The ruling applied to a lawsuit filed in 2017 by nearly 130 plaintiffs against Chesapeake and the Chinese National Offshore Oil Corp. which invested more than $1 billion in Chesapeake’s drilling efforts started in 2010.

 The royalty fight involved the drilling of adjacent wells as well as the impact of vertical and horizontal wells.
“The gist of Chesapeake’s argument is that calculating Compensatory Royalty according  to the plain language of the Leases is a bad deal. regardless, that is the deal the parties made and this court is not permitted to rewrite it under the guise of interpreting it,” wrote Justice Rebeca C. Martinez in the ruling.

The unhappy mineral owners in Dimmit, La Salle and McMullen counties signed leases with Chesapeake starting about 2009, the early days of the Eagle Ford boom when shale pioneer Aubrey McClendon was running the company according to the San Antonio Express News.

Chesapeake was one of the first companies in the Eagle Ford and at one time had more acreage than anyone else — leasing 785,000 acres in the region at the peak, company investor presentations stated.

There are several allegations in the Chesapeake Eagle Ford lawsuits.

Some of the key ones are that Chesapeake underpaid by basing the royalties on improper volumes and prices for oil, gas and natural gas liquids and that the company charged post-production costs for things such as moving products to market, which was not allowed under the terms of the lease.

So-called post-production costs often are a point of contention between mineral owners and energy producers, though the details of what can and can’t be charged to royalty owners are listed in mineral leases that can vary widely across the region.

Some people signed a “Producer’s 88” — a decades-old lease form that gives oil and gas companies wide latitude.

South Texas mineral leases, however, are notorious for their complexity, and considered the toughest of all U.S. shale fields.

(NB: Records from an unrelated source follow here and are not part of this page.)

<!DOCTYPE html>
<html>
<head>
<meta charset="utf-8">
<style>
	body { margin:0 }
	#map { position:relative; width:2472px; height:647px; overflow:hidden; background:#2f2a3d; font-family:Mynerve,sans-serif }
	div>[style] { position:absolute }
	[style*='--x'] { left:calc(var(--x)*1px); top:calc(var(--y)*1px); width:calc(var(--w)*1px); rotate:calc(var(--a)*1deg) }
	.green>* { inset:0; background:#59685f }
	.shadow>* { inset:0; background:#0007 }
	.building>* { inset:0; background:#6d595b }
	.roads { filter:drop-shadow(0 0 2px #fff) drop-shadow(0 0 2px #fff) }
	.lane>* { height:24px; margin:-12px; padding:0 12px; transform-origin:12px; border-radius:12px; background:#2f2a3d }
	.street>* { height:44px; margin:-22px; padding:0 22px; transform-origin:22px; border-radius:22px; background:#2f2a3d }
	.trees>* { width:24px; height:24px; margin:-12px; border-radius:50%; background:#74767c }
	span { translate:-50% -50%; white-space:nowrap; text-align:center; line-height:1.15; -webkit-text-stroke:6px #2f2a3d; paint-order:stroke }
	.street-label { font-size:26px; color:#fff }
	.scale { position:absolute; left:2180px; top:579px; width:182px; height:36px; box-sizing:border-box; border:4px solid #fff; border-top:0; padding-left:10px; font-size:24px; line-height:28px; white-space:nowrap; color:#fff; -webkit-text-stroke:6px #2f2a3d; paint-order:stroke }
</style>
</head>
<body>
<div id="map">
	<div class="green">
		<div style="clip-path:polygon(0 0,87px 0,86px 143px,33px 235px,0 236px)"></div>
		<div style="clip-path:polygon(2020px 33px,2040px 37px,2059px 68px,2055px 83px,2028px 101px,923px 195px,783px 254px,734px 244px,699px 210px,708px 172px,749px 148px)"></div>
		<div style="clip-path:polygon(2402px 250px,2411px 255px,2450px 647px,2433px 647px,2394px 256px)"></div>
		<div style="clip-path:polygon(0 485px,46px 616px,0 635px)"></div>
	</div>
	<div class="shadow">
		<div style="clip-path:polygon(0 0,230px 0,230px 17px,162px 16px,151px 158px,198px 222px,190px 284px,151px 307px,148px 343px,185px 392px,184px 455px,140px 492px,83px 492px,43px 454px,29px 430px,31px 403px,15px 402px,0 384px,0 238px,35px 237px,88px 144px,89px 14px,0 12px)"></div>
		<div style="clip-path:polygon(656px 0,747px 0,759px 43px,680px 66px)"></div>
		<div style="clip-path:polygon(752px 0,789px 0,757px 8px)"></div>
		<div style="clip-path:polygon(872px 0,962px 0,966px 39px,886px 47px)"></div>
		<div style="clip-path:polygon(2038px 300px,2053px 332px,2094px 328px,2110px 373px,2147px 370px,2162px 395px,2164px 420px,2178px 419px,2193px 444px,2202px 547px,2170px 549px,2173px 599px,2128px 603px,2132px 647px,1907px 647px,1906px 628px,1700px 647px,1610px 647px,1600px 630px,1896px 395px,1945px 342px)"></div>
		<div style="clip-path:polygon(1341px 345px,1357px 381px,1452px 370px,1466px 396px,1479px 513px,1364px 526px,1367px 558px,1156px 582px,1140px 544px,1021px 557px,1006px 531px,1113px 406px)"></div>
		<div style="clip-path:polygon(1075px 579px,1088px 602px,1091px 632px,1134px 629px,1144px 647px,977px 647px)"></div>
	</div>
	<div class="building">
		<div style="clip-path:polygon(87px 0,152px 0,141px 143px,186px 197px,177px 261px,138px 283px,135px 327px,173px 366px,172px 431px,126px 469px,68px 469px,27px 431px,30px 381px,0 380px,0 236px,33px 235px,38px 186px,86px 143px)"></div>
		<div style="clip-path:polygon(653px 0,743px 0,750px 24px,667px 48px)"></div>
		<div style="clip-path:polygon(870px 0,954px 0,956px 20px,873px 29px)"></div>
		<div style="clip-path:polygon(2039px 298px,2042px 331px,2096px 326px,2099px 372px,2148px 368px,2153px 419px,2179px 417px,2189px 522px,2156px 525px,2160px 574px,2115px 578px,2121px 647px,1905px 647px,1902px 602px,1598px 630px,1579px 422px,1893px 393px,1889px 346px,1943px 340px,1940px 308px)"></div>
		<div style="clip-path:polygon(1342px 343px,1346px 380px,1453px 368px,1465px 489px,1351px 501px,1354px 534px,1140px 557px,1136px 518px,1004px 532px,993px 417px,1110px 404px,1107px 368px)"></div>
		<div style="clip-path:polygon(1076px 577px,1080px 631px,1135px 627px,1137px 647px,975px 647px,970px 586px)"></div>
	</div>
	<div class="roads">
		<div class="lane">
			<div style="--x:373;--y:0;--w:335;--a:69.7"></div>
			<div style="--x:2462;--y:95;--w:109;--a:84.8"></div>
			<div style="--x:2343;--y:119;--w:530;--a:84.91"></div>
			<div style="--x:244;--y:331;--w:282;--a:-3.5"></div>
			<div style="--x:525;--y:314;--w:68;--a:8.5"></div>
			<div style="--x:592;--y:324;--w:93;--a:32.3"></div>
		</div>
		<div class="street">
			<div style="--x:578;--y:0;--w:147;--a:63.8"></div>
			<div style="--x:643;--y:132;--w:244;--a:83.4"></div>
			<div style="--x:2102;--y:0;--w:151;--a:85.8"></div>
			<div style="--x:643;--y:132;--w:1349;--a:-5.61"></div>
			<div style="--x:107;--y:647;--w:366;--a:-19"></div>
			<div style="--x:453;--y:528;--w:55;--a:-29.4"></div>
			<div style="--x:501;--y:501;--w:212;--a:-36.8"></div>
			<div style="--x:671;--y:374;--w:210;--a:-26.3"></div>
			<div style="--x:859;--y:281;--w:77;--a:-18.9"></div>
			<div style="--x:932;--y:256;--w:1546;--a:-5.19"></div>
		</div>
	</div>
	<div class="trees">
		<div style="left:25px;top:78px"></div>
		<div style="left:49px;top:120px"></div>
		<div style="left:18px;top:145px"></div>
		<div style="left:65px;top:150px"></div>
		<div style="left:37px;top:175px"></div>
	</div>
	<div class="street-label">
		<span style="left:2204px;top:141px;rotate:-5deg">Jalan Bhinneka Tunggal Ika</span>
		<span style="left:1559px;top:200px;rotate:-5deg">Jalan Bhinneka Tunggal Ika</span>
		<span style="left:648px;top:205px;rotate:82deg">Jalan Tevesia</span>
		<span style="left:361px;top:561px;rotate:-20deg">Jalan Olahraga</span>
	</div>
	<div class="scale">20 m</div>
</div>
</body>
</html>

It’s common for Eagle Ford leases to stipulate all sorts of things: forbidding a company from deducting post-production costs; demanding continuous drilling of new wells every 90 days to “hold” a lease; regulations on the speed limit trucks can travel on vast ranches; or forbidding oil and gas activity during prime hours for hunting during deer season.

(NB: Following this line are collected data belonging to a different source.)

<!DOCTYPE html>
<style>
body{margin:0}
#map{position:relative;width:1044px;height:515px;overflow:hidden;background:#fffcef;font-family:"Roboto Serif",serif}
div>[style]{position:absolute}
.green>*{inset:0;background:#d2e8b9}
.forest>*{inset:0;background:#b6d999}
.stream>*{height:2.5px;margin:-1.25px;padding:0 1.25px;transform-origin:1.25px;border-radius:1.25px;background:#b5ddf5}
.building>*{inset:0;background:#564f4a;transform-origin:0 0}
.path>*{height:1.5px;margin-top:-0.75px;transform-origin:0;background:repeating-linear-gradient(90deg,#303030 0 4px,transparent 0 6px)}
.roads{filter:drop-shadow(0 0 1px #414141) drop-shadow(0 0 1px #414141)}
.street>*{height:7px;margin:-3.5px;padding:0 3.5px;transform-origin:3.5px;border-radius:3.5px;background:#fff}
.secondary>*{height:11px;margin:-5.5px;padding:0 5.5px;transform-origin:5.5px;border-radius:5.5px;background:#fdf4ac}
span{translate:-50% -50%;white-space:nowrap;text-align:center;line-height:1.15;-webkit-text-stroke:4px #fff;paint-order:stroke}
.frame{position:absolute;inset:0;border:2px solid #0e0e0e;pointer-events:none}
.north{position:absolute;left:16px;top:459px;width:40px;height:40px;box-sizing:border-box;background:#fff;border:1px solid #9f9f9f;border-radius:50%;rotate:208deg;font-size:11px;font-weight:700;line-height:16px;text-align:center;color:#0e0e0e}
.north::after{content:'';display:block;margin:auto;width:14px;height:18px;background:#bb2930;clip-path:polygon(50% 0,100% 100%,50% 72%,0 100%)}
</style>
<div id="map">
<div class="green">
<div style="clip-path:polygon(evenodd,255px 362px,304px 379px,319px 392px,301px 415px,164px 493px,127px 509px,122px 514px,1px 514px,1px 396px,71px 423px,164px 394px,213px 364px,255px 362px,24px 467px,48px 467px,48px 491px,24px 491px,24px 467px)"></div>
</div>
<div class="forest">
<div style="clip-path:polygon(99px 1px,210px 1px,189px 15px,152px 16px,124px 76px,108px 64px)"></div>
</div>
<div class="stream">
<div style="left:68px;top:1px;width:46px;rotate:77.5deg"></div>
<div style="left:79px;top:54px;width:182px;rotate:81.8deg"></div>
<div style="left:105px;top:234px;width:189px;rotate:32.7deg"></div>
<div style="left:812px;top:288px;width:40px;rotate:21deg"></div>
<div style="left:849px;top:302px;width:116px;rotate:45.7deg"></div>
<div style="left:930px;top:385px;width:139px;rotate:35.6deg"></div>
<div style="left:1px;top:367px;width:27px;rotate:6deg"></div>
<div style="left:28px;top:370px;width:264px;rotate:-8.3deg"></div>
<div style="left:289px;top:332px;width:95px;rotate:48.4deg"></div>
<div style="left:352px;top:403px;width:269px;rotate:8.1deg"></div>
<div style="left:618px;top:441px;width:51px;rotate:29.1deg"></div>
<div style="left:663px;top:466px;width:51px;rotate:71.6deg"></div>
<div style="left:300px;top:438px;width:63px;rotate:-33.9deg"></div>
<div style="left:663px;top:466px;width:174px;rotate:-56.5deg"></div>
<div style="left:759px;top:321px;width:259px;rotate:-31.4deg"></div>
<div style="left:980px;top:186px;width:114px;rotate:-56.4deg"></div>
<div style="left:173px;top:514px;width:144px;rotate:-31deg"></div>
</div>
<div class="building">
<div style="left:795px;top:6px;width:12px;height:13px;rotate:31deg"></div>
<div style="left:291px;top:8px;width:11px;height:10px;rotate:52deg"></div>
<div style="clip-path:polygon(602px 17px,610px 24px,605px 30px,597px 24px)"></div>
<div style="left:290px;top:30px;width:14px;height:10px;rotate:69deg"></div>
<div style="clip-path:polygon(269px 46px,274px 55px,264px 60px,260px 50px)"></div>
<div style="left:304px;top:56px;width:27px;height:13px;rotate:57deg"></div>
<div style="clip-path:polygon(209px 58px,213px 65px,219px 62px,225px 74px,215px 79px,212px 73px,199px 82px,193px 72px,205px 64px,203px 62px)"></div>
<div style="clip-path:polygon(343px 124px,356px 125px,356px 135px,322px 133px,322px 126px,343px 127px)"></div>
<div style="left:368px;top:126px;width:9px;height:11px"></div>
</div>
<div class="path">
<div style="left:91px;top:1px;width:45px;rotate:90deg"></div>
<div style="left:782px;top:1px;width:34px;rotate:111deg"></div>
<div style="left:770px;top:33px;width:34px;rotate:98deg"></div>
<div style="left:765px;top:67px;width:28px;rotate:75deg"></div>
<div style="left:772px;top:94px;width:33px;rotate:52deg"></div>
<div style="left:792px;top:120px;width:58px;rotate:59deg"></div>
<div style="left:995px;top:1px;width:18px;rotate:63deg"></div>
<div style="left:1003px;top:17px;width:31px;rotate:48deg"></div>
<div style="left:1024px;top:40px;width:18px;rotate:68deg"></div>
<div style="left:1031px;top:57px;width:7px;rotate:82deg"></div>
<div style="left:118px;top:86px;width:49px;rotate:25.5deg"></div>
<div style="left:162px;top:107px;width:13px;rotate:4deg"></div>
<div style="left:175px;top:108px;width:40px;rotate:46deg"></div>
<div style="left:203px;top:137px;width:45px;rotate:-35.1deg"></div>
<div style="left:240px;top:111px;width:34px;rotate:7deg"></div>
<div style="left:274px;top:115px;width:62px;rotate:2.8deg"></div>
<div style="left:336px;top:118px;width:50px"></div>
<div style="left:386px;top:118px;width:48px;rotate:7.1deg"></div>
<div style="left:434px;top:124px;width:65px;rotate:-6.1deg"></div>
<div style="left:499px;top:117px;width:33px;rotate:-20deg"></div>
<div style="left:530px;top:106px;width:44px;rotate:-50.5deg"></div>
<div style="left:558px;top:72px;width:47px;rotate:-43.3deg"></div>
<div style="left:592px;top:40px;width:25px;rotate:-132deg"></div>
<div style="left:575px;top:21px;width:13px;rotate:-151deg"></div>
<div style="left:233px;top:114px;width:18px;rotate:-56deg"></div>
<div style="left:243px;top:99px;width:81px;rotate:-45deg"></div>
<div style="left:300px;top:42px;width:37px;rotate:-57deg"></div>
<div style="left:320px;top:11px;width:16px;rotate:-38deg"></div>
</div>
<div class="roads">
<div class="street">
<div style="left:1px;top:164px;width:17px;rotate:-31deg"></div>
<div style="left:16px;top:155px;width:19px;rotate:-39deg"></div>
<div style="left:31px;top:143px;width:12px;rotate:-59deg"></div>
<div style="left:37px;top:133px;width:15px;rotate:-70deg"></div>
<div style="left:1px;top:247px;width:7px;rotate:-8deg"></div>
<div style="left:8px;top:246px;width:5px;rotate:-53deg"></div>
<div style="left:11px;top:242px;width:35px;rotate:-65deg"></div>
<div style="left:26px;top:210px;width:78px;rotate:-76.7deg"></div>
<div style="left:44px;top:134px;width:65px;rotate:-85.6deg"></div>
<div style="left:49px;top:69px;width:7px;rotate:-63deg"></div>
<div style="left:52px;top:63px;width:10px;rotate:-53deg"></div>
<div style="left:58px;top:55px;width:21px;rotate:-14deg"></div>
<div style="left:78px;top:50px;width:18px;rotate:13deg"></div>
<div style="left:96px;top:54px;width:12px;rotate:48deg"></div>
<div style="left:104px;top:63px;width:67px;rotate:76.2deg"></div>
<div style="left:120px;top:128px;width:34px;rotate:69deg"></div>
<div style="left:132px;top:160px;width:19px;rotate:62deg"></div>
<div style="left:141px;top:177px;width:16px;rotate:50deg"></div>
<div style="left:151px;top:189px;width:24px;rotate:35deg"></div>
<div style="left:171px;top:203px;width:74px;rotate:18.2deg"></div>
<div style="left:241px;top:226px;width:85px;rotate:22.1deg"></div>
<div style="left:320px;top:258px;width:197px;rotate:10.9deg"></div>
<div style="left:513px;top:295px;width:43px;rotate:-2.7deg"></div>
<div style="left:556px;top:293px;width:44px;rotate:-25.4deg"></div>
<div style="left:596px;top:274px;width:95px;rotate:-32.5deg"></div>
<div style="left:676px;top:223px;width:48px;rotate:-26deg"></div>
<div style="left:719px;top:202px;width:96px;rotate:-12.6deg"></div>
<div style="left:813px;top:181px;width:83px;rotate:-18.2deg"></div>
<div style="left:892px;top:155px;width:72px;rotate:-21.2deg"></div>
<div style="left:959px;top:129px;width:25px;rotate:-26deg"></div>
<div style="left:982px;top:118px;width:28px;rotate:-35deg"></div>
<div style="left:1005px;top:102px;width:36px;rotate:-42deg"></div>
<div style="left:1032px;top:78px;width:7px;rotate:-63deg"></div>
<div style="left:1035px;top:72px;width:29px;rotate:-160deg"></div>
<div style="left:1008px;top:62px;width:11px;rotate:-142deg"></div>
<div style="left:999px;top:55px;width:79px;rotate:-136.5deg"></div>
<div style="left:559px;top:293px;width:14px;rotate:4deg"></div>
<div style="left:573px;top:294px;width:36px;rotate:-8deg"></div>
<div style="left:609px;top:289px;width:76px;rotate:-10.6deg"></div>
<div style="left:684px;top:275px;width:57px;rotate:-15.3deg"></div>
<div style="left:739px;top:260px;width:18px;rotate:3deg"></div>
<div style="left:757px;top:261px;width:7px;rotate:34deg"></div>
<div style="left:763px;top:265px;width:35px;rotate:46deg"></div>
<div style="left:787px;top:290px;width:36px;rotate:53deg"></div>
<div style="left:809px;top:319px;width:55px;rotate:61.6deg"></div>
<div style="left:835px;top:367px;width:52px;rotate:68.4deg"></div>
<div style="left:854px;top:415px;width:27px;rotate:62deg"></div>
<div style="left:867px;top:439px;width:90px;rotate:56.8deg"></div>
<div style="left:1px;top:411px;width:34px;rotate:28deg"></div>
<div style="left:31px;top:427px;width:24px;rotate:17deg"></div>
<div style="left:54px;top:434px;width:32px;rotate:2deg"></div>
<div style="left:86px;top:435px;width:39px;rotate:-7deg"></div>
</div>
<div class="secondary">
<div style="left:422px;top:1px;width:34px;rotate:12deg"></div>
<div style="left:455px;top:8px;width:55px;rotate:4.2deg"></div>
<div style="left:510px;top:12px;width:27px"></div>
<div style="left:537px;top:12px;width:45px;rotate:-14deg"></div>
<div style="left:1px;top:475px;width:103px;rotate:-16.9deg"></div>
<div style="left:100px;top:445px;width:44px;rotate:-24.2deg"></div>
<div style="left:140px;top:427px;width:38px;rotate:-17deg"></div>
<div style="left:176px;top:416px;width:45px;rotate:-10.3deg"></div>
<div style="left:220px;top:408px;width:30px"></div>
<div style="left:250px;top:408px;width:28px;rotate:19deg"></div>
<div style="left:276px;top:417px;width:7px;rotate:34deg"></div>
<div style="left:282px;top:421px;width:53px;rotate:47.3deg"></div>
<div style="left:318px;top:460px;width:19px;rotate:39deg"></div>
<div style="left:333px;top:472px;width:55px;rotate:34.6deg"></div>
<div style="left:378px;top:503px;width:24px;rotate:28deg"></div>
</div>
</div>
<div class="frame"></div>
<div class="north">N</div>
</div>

One of the more complex — and potentially lucrative — aspects of the South Texas lawsuits is “drainage,” the idea that a well drilled on another property but within a certain number of feet of your lease line is considered to be “draining” your oil too, requiring a royalty to be paid, or a well to be drilled on your property to capture the oil instead.

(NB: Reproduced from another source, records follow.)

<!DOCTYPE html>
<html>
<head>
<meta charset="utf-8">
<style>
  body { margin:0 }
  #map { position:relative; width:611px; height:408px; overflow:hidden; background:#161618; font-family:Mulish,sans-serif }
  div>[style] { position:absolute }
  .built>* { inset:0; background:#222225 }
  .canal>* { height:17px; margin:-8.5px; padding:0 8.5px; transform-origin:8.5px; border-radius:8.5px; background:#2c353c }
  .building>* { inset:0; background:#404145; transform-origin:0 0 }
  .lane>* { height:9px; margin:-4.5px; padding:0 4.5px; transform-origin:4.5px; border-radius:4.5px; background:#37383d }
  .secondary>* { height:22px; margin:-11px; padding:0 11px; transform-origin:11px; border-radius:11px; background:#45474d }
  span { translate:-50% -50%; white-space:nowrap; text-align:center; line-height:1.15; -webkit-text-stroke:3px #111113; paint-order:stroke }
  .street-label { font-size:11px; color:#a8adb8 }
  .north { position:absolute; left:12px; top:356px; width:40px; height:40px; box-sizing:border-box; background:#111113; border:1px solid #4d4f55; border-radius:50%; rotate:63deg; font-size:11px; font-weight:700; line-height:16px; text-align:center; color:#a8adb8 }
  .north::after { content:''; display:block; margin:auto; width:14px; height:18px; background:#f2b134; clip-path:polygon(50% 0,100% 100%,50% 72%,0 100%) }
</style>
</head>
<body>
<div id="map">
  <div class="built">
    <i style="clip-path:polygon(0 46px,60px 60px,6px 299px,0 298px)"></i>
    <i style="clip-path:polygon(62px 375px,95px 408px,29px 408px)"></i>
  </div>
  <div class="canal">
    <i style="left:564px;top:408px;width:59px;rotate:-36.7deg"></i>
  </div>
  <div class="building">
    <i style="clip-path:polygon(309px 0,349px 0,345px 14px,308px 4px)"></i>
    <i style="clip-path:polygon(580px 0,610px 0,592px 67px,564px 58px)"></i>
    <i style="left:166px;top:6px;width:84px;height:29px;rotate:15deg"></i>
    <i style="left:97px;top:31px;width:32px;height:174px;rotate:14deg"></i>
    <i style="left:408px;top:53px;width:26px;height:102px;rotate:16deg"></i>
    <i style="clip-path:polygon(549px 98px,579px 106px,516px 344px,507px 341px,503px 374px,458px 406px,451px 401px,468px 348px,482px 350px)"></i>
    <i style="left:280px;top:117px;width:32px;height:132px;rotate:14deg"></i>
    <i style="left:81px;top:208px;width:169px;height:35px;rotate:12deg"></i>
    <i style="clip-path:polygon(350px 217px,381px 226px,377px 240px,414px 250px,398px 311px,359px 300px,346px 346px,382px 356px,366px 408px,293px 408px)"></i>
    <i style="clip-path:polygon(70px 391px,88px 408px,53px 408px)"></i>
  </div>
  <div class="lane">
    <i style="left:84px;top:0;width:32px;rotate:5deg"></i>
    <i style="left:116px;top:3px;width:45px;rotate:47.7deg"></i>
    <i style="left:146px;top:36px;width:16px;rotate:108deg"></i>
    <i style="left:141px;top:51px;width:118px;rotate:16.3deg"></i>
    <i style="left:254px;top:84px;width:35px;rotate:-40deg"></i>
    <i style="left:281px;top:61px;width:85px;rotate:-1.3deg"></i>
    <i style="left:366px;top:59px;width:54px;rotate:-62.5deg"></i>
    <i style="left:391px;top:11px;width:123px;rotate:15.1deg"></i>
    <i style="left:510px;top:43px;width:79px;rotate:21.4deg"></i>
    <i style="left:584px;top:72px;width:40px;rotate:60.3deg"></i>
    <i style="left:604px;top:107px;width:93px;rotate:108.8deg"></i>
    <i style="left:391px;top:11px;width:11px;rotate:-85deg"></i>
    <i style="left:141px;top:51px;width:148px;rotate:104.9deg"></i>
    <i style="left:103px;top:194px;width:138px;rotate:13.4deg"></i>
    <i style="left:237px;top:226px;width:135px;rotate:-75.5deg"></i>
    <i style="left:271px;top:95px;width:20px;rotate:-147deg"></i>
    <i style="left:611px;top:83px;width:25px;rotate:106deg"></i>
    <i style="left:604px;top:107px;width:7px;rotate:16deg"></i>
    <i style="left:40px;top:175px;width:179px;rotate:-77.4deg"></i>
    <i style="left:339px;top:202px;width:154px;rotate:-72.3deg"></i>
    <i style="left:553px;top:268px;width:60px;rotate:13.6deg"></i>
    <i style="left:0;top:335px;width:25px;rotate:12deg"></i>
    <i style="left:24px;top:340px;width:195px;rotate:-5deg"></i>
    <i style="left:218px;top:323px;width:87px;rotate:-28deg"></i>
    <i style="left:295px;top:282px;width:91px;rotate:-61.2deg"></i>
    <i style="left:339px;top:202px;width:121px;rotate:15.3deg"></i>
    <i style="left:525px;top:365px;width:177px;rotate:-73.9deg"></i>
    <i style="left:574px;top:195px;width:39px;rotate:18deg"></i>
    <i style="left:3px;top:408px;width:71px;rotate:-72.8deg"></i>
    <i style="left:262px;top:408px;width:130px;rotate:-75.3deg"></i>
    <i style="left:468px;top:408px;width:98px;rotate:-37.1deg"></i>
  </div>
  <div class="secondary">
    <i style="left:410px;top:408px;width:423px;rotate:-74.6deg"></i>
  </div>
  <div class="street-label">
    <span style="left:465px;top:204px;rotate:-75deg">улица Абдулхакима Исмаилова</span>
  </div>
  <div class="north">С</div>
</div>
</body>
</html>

At least 54 draining wells were included in the first group of Dimmit County cases that went to trial. Chesapeake’s attorneys noted that drainage claims mushroomed in 2018, an impact that resulted in the delay of state trials.

 

While mineral owners often assume their royalty payments are correct, Texas courts have made clear they have the burden of discovering any problems and taking legal action.

The Texas Supreme Court doesn’t like “stale claims” — people have four years to make a contract complaint or that opportunity is gone for good.

Chesapeake has faced royalty lawsuits in other states, too.

In 2015, Chesapeake settled a lawsuit involving gas royalties in Oklahoma. It paid $119 million to royalty owners there. Royalty owners in Pennsylvania, where the Marcellus Shale is located, also have sued Chesapeake.

The Texas Supreme Court last year ruled in Chesapeake vs. Hyder, a Barnett Shale case, that Chesapeake could not deduct post-production costs from a lease that had language that shifted those costs to the company. The Hyder family won nearly $1 million.